I’ve adjusted my lifestyle to better accommodate its needs. No more high heels. No more heavy handbags laden down with Sudocrem and hairbrushes and the Lord knows what else. No more lolling on the couch of an evening watching boxsets. Now, after the kids are finally in bed, my back and I are more likely to be spotted pounding the pavements of Dublin 12 rather than cosying up on the recliner with the biscuit tin.
We’ve reacquainted ourselves with our local pool. Renewed our membership last used circa 2009 (even though we’re still wearing a maternity costume and can’t manage more than 15 lengths yet).
We’re no longer caving in to unreasonable requests from clingy children to be carried distances they can well walk themselves. They now understand that “Mummy’s back” plays a key role in our lives and needs to be respected, regardless of what tantrums they wish to throw by way of objection.
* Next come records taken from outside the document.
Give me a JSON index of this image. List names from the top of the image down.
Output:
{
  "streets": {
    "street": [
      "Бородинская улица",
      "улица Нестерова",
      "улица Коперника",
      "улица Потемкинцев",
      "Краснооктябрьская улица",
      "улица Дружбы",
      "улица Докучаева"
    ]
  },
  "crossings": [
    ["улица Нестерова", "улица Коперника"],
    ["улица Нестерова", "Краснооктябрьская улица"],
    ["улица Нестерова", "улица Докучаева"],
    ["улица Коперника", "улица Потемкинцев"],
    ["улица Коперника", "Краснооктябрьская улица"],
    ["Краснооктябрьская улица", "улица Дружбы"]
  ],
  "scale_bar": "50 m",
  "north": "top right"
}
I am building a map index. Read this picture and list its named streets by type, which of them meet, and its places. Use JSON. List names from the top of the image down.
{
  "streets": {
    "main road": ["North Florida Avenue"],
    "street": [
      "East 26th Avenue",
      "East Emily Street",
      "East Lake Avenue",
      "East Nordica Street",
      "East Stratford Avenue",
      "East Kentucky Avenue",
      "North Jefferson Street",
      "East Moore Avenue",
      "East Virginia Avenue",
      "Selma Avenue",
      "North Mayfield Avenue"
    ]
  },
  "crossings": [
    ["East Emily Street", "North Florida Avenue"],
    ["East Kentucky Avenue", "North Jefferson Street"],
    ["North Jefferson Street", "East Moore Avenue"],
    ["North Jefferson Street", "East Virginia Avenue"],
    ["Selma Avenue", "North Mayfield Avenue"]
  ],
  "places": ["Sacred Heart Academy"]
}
Rebuilding our relationship
In short, we are rebuilding our relationship, step by step, one day at a time. And once it is rebuilt, once I have a fully functioning body again, I have vowed to never, ever take it for granted. Because I now understand that my back quite literally holds everything together, and that it, just like everyone, needs some TLC every now and again. And, above all, it needs to be respected.
You also need to mind your head when you have a back problem; it makes you feel decrepit, vulnerable and useless. It’s debilitating and downright embarrassing at times. And it’s hard to remember it’s just like any other medical problem when you’re lying in bed at 4am with hot-water bottles at every angle. But the good news is that all the things you need to do to keep your back strong are all the things that are good for your body generally. Regular exercise. Rest. Not overdoing it. Not standing in pubs for hours on end in inappropriate footwear.
I’ve stopped comparing our relationship to other people’s. Stopped gazing enviously as they totter around in high heels, sit for hours on end at a computer, or in a restaurant, or in front of a telly without a bother on them, as me and my back limp around the place. I have realised that such self-serving navel-gazing does nothing to help our situation and is entirely counterproductive. We’re in it together, my gammy back and me, for the long haul. And we’ll just have to make the best of it.
How’s your relationship with the bones that hold all your others together? Is it trying to tell you something?